The approach to data collection uses whole-of-lesson video recording.  Where possible we, as researchers, made those recordings from the back of the room. The technology is deliberately simple so as to minimise potential disruption of the actual teaching. When in the room we do not take notes – feedback from earlier use of this approach suggested that note taking was far more distracting to teachers than is video recording. The IT staff at the School were also contacted for assistance in placing cameras in particular classrooms when more than two relevant ‘first day’ classes were being conducted in the same timeslot[5].

 

The collaborating teachers identified classes of students with whom they were mostly unfamiliar, given the aim of the project to understand how teachers established routines with students whom they had not taught previously, and these were the classes that were then video-taped with the teachers’ and the School’s permission. We videoed/observed the participant teachers in lesson one, and for at least 3 of their following lessons with the new class over the first fortnight of the School year, where possible. This tracking schedule allowed us to investigate how these teachers communicate, initiate, reinforce and normalise the routine behaviours that drive student engagement and learning in their classrooms. These practices are conceptualised as four overlapping phases rather than being discrete stages that are completed once and for all – even ‘normalised’ routines may need later reinforcement.

 

Aims

We wanted to know:

  • How do effective teachers communicate their reasons for requiring particular practice(s) in their classrooms? Do they justify or explain the reasoning?
  • How do they mobilise the student behaviour at the outset? What do they do or say that initiates their students engaging in the required behaviours/practices?
  • What do they do to reinforce the new behaviours in the first few lessons?
  • What evidence is there that the new behaviours are ‘normal’ in the classroom? How long does it take when does it become evident? What factors contribute to the speed of normalisation?

 

At the time of writing, as we near the completion of the initial data collection phase but are yet to do the formal analysis, we are nevertheless able to reflect on some of the highly effective ways teachers work to establish and sustain the routines that will be the bedrock behaviours for them and their students – their classroom culture.

 

A ‘for instance’

 

At the start of Teacher Z’s first lesson with a Year 11 Language class, she drew the attention of students to markers she had placed on each table to indicate that the students who sat there were being expected to work as a team (of four).

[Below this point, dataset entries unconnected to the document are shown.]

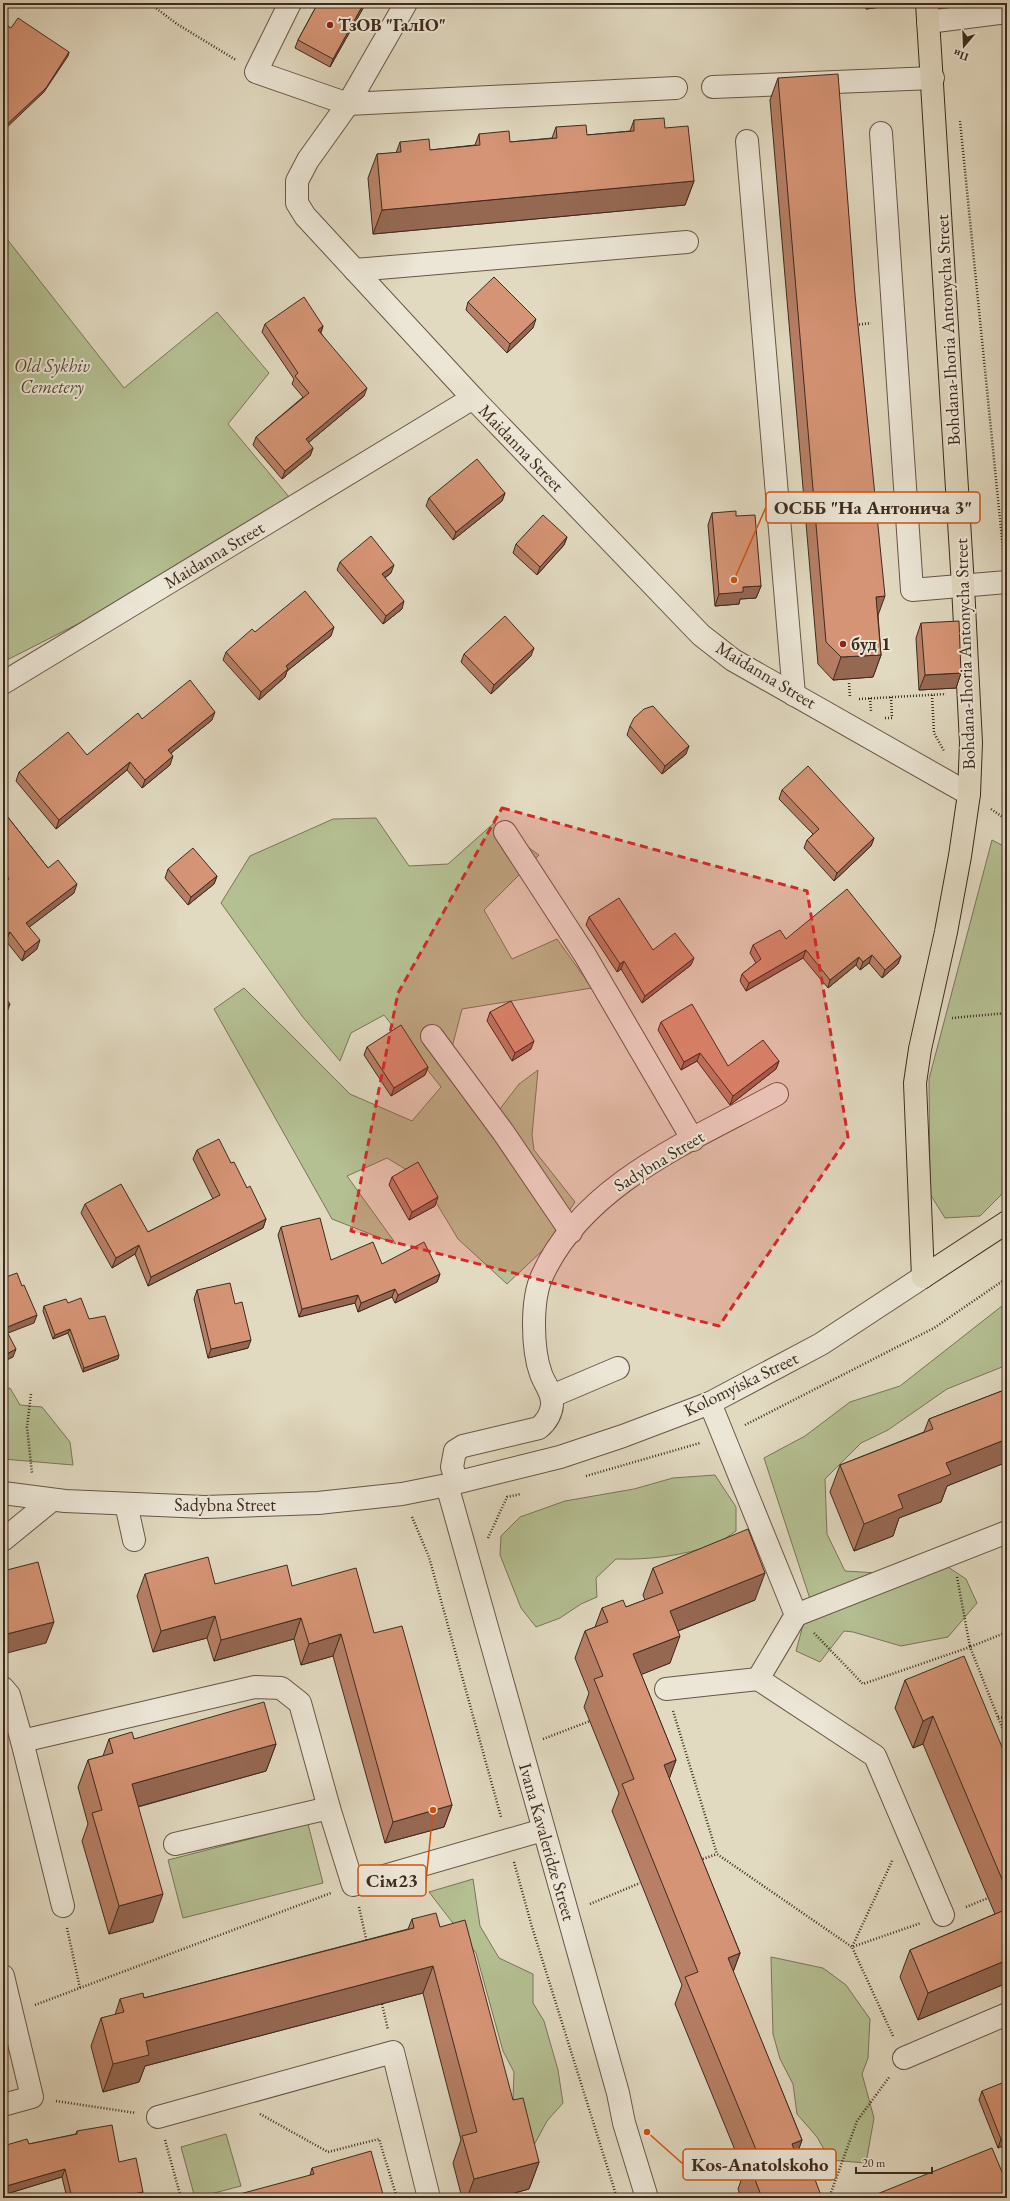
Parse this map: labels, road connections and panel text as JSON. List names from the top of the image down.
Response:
{
  "streets": {
    "main road": ["Bohdana-Ihoria Antonycha Street", "Kolomyiska Street"],
    "street": ["Maidanna Street", "Sadybna Street", "Ivana Kavaleridze Street"]
  },
  "crossings": [
    ["Bohdana-Ihoria Antonycha Street", "Maidanna Street"],
    ["Bohdana-Ihoria Antonycha Street", "Kolomyiska Street"],
    ["Sadybna Street", "Kolomyiska Street"],
    ["Sadybna Street", "Ivana Kavaleridze Street"],
    ["Kolomyiska Street", "Ivana Kavaleridze Street"]
  ],
  "parks": ["Old Sykhiv Cemetery"],
  "places": [
    "ТзОВ \"ГалІО\"",
    "ОСББ \"На Антонича 3\"",
    "буд 1",
    "Сім23",
    "Kos-Anatolskoho"
  ],
  "scale_bar": "20 m",
  "north": "bottom"
}
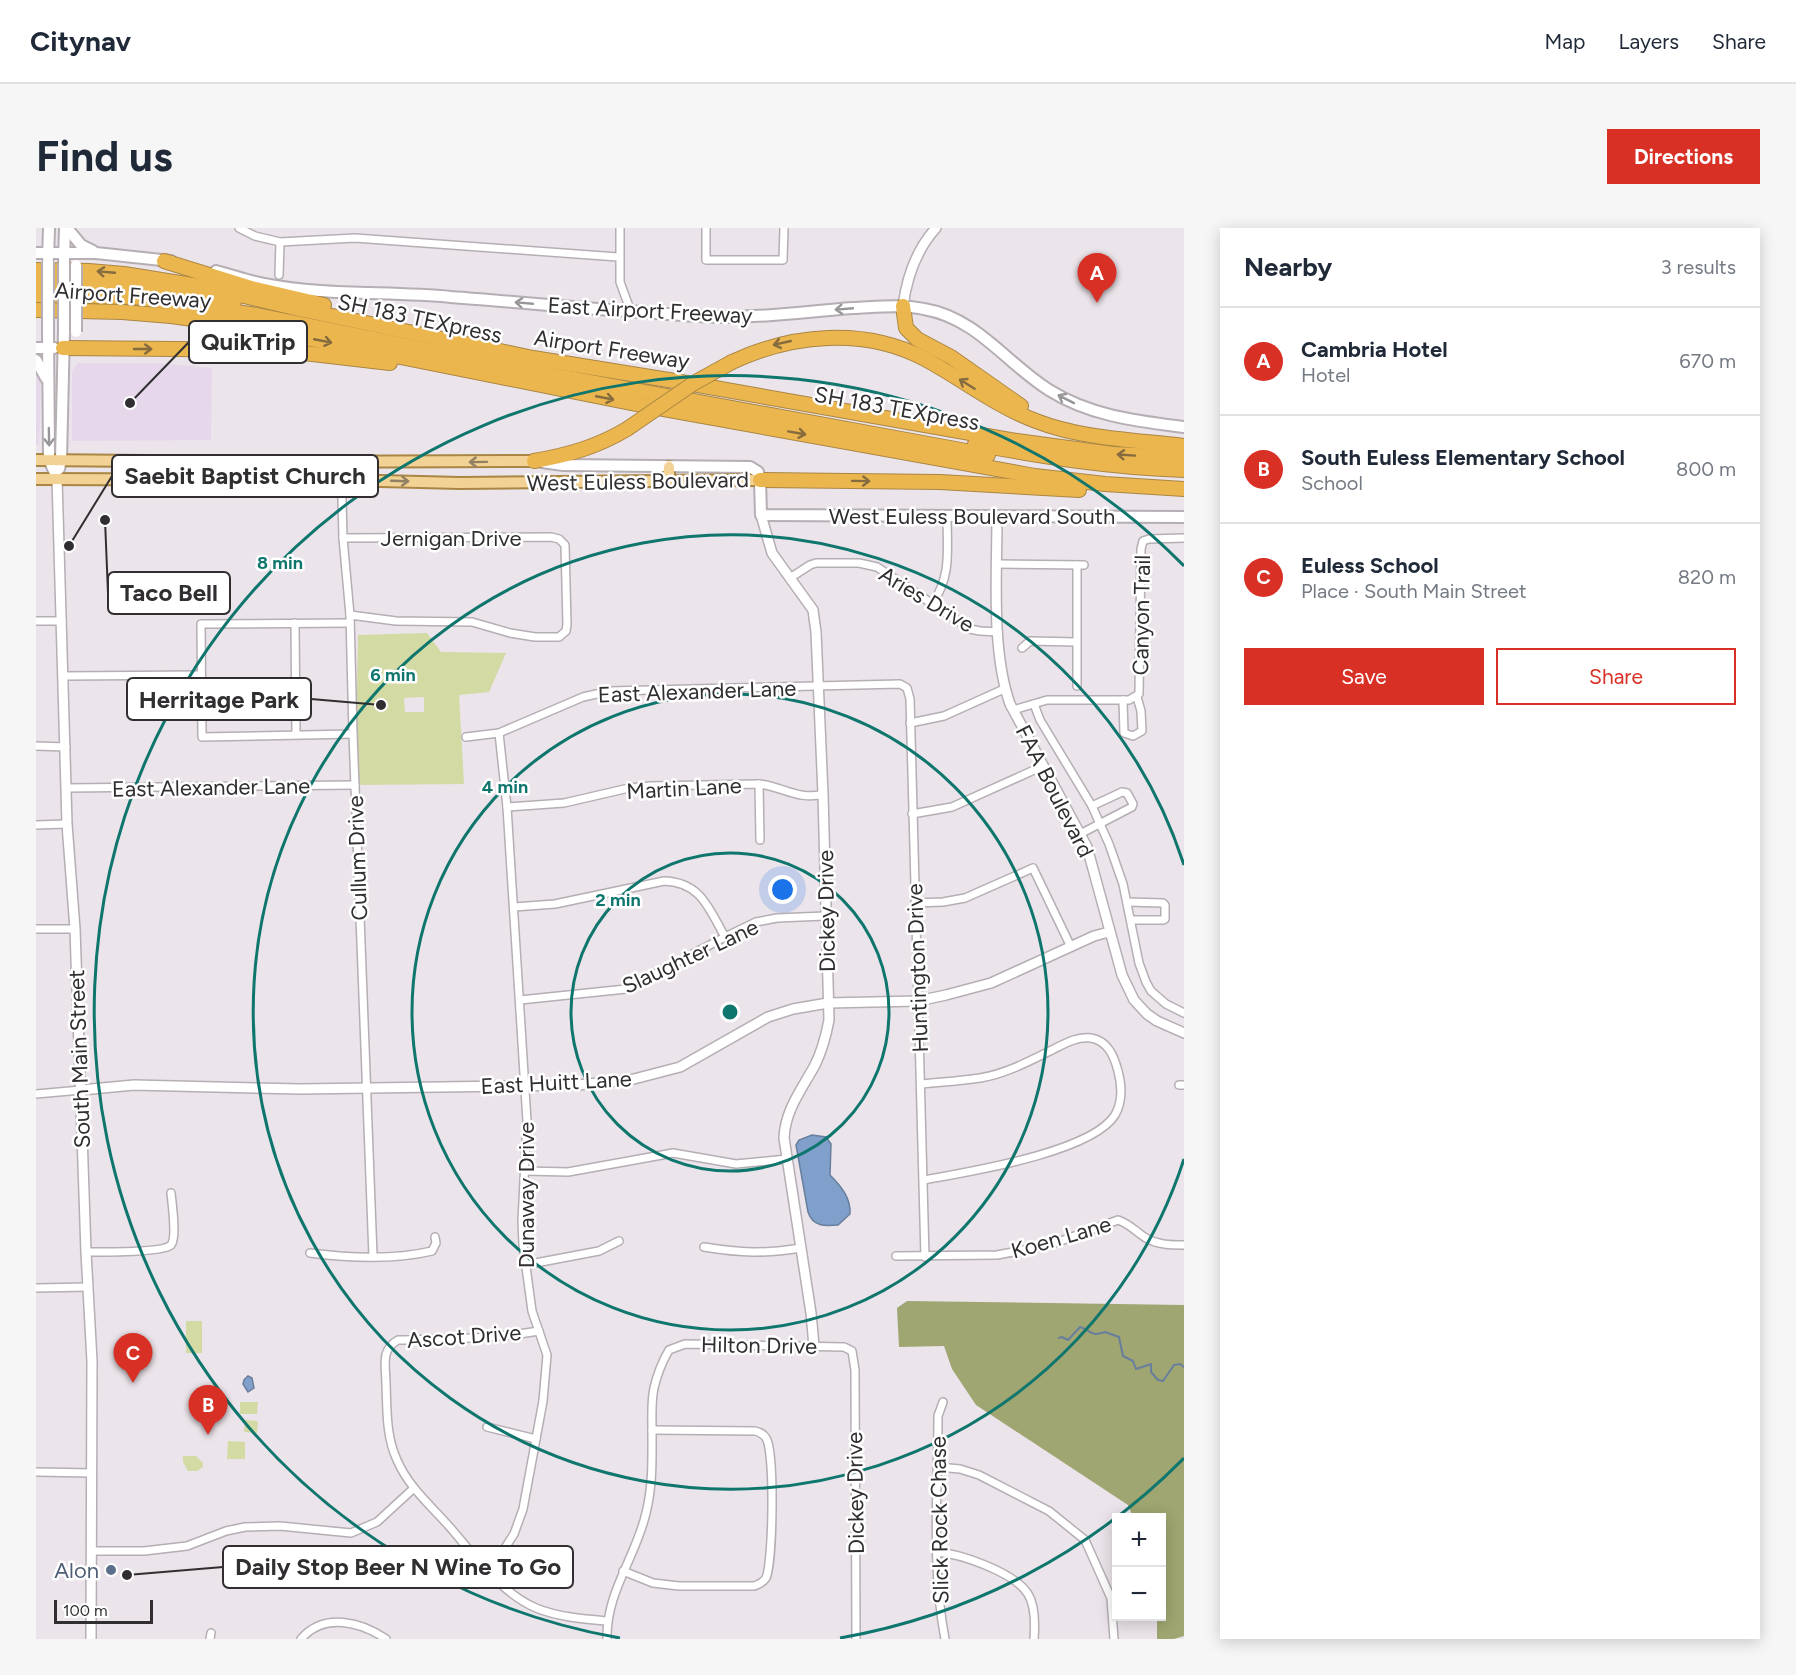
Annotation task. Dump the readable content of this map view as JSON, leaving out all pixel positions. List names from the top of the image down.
{
  "streets": {
    "highway": ["Airport Freeway", "SH 183 TEXpress"],
    "main road": [
      "East Airport Freeway",
      "West Euless Boulevard",
      "West Euless Boulevard South",
      "Dickey Drive"
    ],
    "street": [
      "Jernigan Drive",
      "Aries Drive",
      "Canyon Trail",
      "East Alexander Lane",
      "Martin Lane",
      "FAA Boulevard",
      "Cullum Drive",
      "Slaughter Lane",
      "Huntington Drive",
      "South Main Street",
      "East Huitt Lane",
      "Dunaway Drive",
      "Koen Lane",
      "Ascot Drive",
      "Hilton Drive",
      "Slick Rock Chase"
    ]
  },
  "crossings": [
    ["West Euless Boulevard", "Cullum Drive"],
    ["West Euless Boulevard", "Dickey Drive"],
    ["West Euless Boulevard", "South Main Street"],
    ["West Euless Boulevard South", "FAA Boulevard"],
    ["West Euless Boulevard South", "Dickey Drive"],
    ["Jernigan Drive", "Cullum Drive"],
    ["Aries Drive", "FAA Boulevard"],
    ["Aries Drive", "Dickey Drive"],
    ["Canyon Trail", "FAA Boulevard"],
    ["East Alexander Lane", "Cullum Drive"],
    ["East Alexander Lane", "Dickey Drive"],
    ["East Alexander Lane", "Huntington Drive"],
    ["East Alexander Lane", "South Main Street"],
    ["East Alexander Lane", "Dunaway Drive"],
    ["Martin Lane", "Dickey Drive"],
    ["Martin Lane", "Dunaway Drive"],
    ["FAA Boulevard", "East Huitt Lane"],
    ["Cullum Drive", "East Huitt Lane"],
    ["Dickey Drive", "Slaughter Lane"],
    ["Dickey Drive", "East Huitt Lane"],
    ["Dickey Drive", "Hilton Drive"],
    ["Slaughter Lane", "Dunaway Drive"],
    ["Huntington Drive", "East Huitt Lane"],
    ["Huntington Drive", "Koen Lane"],
    ["South Main Street", "East Huitt Lane"],
    ["East Huitt Lane", "Dunaway Drive"],
    ["Dunaway Drive", "Ascot Drive"]
  ],
  "one_way": ["East Airport Freeway"],
  "places": [
    "QuikTrip",
    "Taco Bell",
    "Saebit Baptist Church",
    "Herritage Park",
    "Alon",
    "Daily Stop Beer N Wine To Go"
  ],
  "scale_bar": "100 m",
  "page": {
    "header": "Citynav",
    "nav": ["Map", "Layers", "Share"],
    "buttons": [
      "Directions",
      ["Save", "Share"]
    ],
    "title": "Find us",
    "heading": ["Nearby", "3 results"],
    "pins": ["A", "C", "B"],
    "list": [
      {
        "mark": "A",
        "name": "Cambria Hotel",
        "note": "Hotel",
        "value": "670 m"
      },
      {
        "mark": "B",
        "name": "South Euless Elementary School",
        "note": "School",
        "value": "800 m"
      },
      {
        "mark": "C",
        "name": "Euless School",
        "note": "Place · South Main Street",
        "value": "820 m"
      }
    ],
    "map_buttons": ["+", "−"],
    "scale": "100 m"
  },
  "rings": [
    "8 min",
    "6 min",
    "4 min",
    "2 min"
  ]
}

The teacher acknowledged that not all students would welcome a ‘team’ approach’, and then explained her reasons for insisting on it, alluding to what we now know about the relationship between improved performance and collaboration.

 

Once the students were grouped, they were introduced to the idea that each individual had a ‘shoulder partner’ and a ‘face partner’ with whom they would collaborate on sub-tasks as directed by the teacher. As a foursome, they would work as a mutually supportive team, each member having a specific role within the group.

 

The ‘formula’ for asking of questions by students once engaged in group work was presented as a formula ‘C3B4ME’ (Consult the three others in your team before you ask me a question). This ‘formula’ was reiterated as the way to elicit a response from her as teacher. This behaviour was reinforced in Lesson 2 in the teacher’s response to an individual student who raised his hand when the class was engaged in group work:

 

T: Is this a team question?

S: I don’t think they could answer it.

T: Have you asked them?

 

The student then asked the others in the team, after which all put their hands up, and the teacher engaged with their ‘team’ question. This behaviour was observed by other students who then copied it when they wanted the teacher’s help. This is an indication that class is already beginning to ‘normalise’ team-generated questioning. In other words, the teacher’s responses to individual students demonstrate her insistence that team-based discussion of questions is the means of clarifying whether they need/want to ask the teacher assistance.

 

Early activities undertaken by the students were grounded in a team approach. The set of tasks under the heading ‘A-B Each Teach’ involved:

 

  • Working as ‘shoulder pairs’ to interpret a piece of text
  • Pairs discussing their half of the text
  • Each pair explaining their findings to the other team pair
  • Whole teams write a joint 5 point summary
  • Team reporters signalling to the teacher when this was complete

 

The lesson ends with each student telling the teacher a newly learnt word/term/concept as they leave the room.

 

Significance

 

The study probes the precise pedagogical moves used by teachers to introduce new students to a desired classroom culture and a discipline and this is unprecedented in the research literature. What the study is already revealing at this early stage is that effective teachers plan for, and then successfully enact, pedagogical strategies that support and sustain student engagement with learning. This flies in the face of a key proposition on the Education World website that “On the first day of school, the secret to success is in the planning, not the pedagogy(our emphasis)[6]. We would argue, based on the observations to date, that ‘first day, first class success’ derives from planning for the pedagogy. Planning and pedagogy are not discrete domains of teaching but are inextricably linked. Clearly planning is crucial, but merely planning for curriculum ‘coverage’ – we will have finished Topic One by the end of Week 4 – frames the ‘how to’ of student engagement as little more than a decorative frill, “the icing on the cake [rather than]… the cake itself”,[7] and this is sub-optimal for building deep and sustained learner engagement, or effective thinking cultures.

 

It is not always easy for teachers to imagine that their students may not become as excited as they are by the subject they love. For many of us teachers with a passion for our disciplines, it is too easy to proceed with the presumption that elaboration of the ‘content’ will be enough to engage students. Or, if and when this fails, that frequent reminders about pending assessments will be enough to round up the outliers and non-believers.

 

Where to from here?

 

Our plan is to return to the relevant classes towards the end of Term 1 to review the status of the initial routines, and related messaging.  We also intend to interview both teachers and students to inform and review the analytic framework to be developed on the basis of the lessons recorded in weeks 1-2. The completion of the data collection phase of the study and the in-depth analysis of the wide range of strategies will, when taken together, make explicit the complex skills of effective teachers at the most formative time of the ‘effective thinking’ year.

 

 

 

 

 

 

 

 

 

 

 

 

[1] See for example Neilsen-Hewett, C. (2015). The first day of school sets the tone for academic achievement, The Conversation, 30 January, 1-3.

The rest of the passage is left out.